> Task to complete: With images removed, transcribe each record exactly as it appears.

== Provided data ==

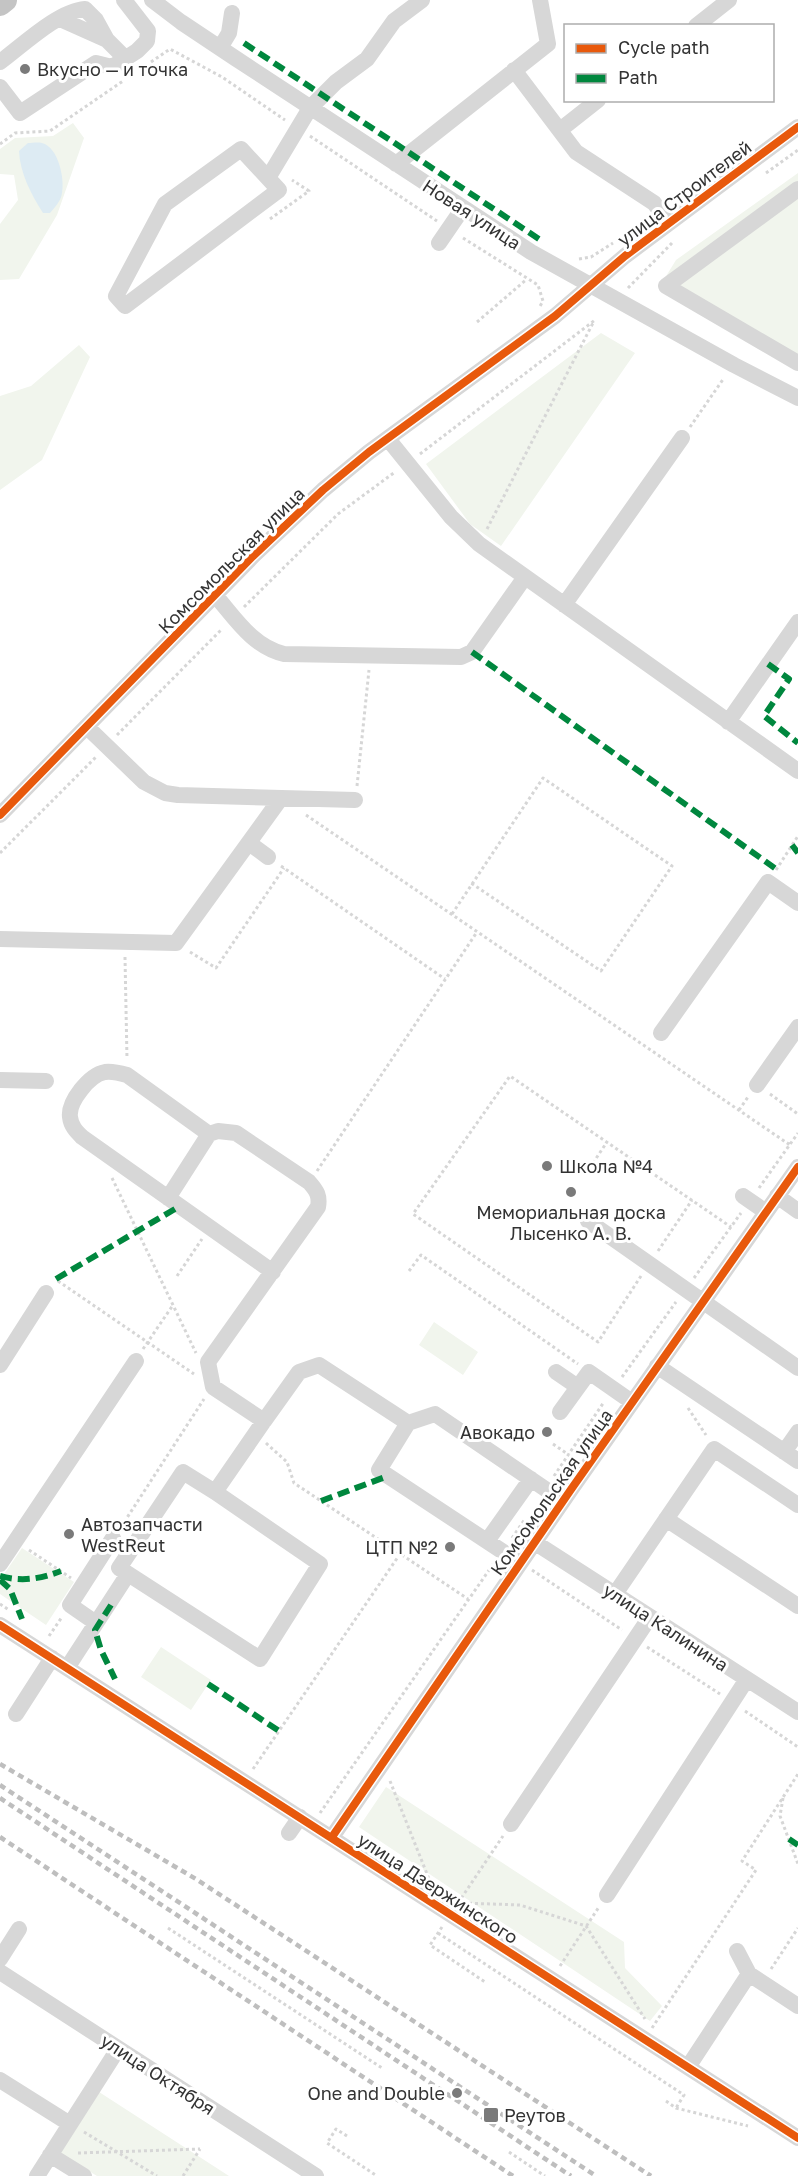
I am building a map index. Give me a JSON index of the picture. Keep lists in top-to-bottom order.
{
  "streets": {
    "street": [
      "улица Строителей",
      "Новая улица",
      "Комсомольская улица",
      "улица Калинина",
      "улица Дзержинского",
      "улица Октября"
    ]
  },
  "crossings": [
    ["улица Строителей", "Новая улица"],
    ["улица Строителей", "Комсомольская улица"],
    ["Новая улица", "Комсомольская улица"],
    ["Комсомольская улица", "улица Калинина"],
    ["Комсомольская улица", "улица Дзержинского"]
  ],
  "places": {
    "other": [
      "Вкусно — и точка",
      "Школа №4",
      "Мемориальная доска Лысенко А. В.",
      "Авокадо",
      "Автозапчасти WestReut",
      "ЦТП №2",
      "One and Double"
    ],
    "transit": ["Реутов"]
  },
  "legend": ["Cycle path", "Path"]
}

===

> Your response:
I am building a map index. Give me a JSON index of the picture. Keep lists in top-to-bottom order.
{
  "streets": {
    "street": [
      "улица Строителей",
      "Новая улица",
      "Комсомольская улица",
      "улица Калинина",
      "улица Дзержинского",
      "улица Октября"
    ]
  },
  "crossings": [
    ["улица Строителей", "Новая улица"],
    ["улица Строителей", "Комсомольская улица"],
    ["Новая улица", "Комсомольская улица"],
    ["Комсомольская улица", "улица Калинина"],
    ["Комсомольская улица", "улица Дзержинского"]
  ],
  "places": {
    "other": [
      "Вкусно — и точка",
      "Школа №4",
      "Мемориальная доска Лысенко А. В.",
      "Авокадо",
      "Автозапчасти WestReut",
      "ЦТП №2",
      "One and Double"
    ],
    "transit": ["Реутов"]
  },
  "legend": ["Cycle path", "Path"]
}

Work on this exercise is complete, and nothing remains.